Afrobeat is a term used to describe the fusion of West African with black American music.
Apala (Akpala) is a musical genre from Nigeria in the Yoruba tribal style to wake up the
worshippers after fasting during the Muslim holy feast of Ramadan. Percussion instrumentation
includes the rattle (sekere), thumb piano (agidigbo), bell (agogo), and two or three talking drums.

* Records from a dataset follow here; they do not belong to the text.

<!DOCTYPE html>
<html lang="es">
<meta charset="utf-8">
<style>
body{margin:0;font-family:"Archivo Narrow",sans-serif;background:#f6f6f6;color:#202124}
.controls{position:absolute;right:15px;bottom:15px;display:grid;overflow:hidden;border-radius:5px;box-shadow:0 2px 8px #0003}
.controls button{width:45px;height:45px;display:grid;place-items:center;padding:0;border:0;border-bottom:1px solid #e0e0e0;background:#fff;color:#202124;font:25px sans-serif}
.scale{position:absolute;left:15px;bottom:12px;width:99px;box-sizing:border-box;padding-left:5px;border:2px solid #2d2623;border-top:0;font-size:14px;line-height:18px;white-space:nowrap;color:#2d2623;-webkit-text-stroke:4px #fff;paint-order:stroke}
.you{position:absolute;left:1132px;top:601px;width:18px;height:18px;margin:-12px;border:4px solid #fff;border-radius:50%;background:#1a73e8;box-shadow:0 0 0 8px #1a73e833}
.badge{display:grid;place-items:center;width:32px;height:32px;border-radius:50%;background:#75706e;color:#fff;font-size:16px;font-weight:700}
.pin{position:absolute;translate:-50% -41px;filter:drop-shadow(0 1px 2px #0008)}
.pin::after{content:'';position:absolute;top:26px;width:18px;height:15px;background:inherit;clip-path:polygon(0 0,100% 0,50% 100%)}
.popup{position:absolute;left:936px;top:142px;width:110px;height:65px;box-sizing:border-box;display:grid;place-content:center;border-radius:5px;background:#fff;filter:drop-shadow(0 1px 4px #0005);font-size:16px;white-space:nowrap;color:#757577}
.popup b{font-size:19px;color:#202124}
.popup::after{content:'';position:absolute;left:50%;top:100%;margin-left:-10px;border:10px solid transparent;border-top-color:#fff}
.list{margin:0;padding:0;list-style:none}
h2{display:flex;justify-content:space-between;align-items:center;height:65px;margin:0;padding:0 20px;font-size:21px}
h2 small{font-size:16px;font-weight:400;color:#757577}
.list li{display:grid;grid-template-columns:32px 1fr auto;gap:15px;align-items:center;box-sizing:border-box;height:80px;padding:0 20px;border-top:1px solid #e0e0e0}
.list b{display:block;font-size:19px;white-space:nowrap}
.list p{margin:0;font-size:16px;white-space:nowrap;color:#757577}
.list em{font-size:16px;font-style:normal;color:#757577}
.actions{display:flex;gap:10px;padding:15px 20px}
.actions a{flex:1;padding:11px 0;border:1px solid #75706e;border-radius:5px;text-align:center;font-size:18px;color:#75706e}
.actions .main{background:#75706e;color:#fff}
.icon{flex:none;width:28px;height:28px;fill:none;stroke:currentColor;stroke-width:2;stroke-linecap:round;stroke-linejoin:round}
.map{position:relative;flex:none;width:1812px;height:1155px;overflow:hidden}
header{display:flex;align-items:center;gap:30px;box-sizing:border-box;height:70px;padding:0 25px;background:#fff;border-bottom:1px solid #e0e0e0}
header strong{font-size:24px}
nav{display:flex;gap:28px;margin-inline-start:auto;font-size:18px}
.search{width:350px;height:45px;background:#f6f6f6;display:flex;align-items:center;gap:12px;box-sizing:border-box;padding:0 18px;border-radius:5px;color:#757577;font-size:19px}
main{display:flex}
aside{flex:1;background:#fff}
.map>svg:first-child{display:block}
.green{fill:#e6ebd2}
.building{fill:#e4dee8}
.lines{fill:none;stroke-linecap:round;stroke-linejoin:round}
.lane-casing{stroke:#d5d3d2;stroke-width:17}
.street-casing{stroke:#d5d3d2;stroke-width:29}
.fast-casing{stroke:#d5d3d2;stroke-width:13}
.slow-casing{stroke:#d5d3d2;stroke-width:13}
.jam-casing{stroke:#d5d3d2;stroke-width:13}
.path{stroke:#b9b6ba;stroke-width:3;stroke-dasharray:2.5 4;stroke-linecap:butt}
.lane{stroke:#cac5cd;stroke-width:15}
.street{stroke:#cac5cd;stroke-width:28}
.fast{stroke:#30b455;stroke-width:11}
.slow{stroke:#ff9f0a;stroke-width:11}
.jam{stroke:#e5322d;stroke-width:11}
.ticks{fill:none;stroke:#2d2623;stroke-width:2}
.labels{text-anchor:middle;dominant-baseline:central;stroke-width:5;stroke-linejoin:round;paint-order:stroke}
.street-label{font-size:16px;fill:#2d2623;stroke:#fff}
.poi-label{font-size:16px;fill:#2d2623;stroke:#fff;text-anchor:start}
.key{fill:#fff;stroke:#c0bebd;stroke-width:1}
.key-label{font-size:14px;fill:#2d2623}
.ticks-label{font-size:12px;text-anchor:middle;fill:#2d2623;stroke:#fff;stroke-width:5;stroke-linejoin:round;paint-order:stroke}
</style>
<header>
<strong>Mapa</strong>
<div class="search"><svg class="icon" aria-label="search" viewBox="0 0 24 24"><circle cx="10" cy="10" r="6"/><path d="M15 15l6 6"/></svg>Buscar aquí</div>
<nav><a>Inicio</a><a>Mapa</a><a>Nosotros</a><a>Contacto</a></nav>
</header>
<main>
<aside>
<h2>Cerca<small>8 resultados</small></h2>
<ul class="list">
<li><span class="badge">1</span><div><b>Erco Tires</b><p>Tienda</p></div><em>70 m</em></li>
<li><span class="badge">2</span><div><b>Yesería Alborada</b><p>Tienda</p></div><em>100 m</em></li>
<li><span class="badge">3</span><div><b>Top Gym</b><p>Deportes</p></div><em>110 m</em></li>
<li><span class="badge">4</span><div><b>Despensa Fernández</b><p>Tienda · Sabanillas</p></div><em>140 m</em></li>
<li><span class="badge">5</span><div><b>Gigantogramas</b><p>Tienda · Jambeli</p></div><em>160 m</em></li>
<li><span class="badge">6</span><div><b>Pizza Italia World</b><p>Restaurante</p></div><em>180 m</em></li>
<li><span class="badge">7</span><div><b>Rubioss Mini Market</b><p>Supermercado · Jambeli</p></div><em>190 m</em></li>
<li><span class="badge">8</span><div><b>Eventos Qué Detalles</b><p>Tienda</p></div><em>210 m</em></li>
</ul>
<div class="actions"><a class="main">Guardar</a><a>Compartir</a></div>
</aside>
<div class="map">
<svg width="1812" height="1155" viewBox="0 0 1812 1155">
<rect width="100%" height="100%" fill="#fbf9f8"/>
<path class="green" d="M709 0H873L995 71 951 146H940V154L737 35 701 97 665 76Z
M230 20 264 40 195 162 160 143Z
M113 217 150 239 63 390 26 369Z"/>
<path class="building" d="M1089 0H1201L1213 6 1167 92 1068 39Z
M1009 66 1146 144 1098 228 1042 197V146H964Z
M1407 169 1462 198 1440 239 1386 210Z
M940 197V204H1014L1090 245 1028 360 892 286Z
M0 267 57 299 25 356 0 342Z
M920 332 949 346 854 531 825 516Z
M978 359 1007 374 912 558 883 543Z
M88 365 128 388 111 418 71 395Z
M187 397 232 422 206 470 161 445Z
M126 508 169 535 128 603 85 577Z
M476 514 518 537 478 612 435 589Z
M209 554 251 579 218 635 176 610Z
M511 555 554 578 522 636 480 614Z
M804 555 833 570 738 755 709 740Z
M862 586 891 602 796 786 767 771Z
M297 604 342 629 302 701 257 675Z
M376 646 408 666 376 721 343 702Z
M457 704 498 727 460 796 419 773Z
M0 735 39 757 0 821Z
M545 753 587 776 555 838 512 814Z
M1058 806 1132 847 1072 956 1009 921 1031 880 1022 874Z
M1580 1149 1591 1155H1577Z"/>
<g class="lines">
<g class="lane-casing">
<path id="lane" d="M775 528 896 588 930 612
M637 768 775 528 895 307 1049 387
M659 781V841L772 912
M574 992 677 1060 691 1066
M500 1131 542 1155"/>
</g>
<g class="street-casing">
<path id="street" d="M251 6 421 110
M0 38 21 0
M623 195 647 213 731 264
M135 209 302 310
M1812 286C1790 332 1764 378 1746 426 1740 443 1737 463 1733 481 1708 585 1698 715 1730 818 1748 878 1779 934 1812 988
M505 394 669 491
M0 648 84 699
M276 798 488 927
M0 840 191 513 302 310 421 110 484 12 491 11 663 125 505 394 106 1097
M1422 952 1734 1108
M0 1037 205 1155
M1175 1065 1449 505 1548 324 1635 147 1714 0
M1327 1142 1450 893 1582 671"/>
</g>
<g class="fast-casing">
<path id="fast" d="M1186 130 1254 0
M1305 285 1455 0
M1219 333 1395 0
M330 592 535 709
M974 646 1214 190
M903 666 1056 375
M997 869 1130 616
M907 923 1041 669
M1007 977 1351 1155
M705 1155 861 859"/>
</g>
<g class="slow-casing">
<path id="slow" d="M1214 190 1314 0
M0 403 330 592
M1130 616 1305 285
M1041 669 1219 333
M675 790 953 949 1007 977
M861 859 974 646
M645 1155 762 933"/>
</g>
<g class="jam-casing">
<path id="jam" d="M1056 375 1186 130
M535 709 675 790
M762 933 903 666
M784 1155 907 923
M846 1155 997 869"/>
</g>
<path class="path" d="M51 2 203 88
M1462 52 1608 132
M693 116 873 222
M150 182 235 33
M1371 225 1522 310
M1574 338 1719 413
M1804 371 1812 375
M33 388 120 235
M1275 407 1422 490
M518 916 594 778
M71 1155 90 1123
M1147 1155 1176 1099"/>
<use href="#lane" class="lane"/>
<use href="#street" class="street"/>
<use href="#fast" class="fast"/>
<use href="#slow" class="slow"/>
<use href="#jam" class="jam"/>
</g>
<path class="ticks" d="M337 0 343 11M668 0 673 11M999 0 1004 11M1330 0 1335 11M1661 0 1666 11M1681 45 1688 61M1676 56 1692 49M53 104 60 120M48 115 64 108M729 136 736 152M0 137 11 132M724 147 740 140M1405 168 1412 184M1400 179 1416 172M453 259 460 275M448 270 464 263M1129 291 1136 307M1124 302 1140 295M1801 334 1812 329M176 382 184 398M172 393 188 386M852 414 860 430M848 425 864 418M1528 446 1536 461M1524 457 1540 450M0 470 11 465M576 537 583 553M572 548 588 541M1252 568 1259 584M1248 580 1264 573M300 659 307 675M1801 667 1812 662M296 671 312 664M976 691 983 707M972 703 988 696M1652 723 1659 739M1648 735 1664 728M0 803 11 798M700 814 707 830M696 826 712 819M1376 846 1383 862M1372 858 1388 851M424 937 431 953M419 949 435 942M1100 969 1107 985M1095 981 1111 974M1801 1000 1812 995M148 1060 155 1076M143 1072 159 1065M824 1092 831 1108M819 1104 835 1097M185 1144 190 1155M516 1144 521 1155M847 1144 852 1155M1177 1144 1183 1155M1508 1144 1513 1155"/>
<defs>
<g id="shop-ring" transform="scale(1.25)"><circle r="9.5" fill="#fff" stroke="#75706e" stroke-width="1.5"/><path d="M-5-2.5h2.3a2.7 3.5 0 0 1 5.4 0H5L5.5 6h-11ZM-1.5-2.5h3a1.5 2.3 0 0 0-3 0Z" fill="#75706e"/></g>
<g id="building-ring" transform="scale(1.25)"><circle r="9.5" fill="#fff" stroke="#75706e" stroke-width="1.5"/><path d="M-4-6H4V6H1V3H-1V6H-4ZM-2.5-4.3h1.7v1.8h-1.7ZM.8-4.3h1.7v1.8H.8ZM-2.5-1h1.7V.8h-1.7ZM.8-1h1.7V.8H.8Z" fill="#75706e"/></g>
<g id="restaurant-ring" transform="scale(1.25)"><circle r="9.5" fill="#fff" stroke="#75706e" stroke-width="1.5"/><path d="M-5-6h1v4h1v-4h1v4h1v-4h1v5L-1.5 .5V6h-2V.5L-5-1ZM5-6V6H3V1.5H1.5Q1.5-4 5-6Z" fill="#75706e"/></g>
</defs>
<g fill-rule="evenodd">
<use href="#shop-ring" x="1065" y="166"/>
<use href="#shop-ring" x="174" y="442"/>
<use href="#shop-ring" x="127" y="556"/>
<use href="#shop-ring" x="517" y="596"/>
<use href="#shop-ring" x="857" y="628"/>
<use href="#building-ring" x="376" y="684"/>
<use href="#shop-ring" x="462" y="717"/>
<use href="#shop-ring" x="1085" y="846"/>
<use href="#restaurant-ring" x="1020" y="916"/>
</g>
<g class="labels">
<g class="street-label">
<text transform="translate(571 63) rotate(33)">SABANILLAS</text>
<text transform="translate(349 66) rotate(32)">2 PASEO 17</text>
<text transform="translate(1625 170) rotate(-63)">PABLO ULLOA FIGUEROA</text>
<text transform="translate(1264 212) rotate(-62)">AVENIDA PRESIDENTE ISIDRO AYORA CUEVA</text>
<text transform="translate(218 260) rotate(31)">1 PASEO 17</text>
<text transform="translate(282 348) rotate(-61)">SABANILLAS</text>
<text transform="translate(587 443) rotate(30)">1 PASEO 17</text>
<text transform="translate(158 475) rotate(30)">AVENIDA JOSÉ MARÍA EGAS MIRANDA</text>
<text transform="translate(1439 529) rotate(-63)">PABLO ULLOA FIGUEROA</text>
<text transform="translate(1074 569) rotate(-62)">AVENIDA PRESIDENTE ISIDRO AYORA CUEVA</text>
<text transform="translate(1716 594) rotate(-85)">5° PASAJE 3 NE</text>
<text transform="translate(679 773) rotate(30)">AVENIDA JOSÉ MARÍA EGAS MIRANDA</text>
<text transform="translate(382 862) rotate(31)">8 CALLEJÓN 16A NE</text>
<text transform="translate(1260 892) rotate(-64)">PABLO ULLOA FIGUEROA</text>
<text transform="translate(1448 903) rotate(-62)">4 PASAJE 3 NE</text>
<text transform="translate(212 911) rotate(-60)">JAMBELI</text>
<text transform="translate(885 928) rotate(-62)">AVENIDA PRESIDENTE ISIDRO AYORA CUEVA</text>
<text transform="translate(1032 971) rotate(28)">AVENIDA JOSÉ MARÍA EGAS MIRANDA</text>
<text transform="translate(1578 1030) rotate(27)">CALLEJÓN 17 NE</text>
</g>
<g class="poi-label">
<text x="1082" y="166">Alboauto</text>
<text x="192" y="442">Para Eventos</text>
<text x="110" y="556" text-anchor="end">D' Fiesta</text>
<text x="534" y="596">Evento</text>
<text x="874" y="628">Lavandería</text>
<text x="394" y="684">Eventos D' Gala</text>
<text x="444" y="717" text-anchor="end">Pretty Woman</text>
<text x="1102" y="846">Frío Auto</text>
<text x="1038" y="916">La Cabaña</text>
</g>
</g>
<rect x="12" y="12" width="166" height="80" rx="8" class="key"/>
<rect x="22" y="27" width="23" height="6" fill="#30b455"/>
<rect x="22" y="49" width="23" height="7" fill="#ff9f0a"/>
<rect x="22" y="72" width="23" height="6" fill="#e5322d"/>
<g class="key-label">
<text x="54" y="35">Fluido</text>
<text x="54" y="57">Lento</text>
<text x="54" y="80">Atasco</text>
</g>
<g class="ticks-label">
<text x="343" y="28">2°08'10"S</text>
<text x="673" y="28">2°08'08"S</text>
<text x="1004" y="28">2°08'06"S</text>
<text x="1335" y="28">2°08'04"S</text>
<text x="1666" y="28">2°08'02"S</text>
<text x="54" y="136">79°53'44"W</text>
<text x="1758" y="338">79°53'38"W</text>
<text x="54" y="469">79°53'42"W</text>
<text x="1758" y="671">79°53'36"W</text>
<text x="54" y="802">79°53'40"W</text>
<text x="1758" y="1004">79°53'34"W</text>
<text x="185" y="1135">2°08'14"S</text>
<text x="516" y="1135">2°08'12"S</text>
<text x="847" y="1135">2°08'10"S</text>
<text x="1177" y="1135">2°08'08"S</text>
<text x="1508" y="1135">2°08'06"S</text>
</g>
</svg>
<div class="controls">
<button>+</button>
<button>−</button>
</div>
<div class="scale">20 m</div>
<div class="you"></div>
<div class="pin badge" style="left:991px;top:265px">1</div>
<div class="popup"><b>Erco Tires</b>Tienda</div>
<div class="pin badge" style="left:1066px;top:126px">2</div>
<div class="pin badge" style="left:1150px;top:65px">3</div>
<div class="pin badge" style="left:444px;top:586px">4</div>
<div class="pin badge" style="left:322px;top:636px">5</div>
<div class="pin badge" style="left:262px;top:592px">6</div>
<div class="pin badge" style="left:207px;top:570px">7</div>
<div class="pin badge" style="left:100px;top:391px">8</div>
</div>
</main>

Axe is a popular musical genre from Salvador, Bahia, and Brazil. It fuses the AfroCaribbean
styles of the marcha, reggae, and calypso.
Jit is a hard and fast percussive Zimbabwean dance music played on drums with guitar
accompaniment, influenced by mbira-based guitar styles.
Jive is a popular form of South African music featuring a lively and uninhibited variation of the
jitterbug, a form of swing dance.
Juju is a popular music style from Nigeria that relies on the traditional Yoruba rhythms, where
the instruments in Juju are more Western in origin. A drum kit, keyboard, pedal steel guitar, and
accordion are used along with the traditional dun-dun (talking drum or squeeze drum).
Kwassa Kwassa is a dance style begun in Zaire in the late 1980s, popularized by Kanda Bongo
Man. In this dance style, the hips move back and forth while the arms move following the hips.
Marabi is a South African three-chord township music of the 1930s-1960s which evolved into
African Jazz. Possessing a keyboard style combining American jazz, ragtime and blues with
African roots, it is characterized by simple chords in varying vamping patterns and repetitive
harmony over an extended period of time to allow the dancers more time on the dance floor.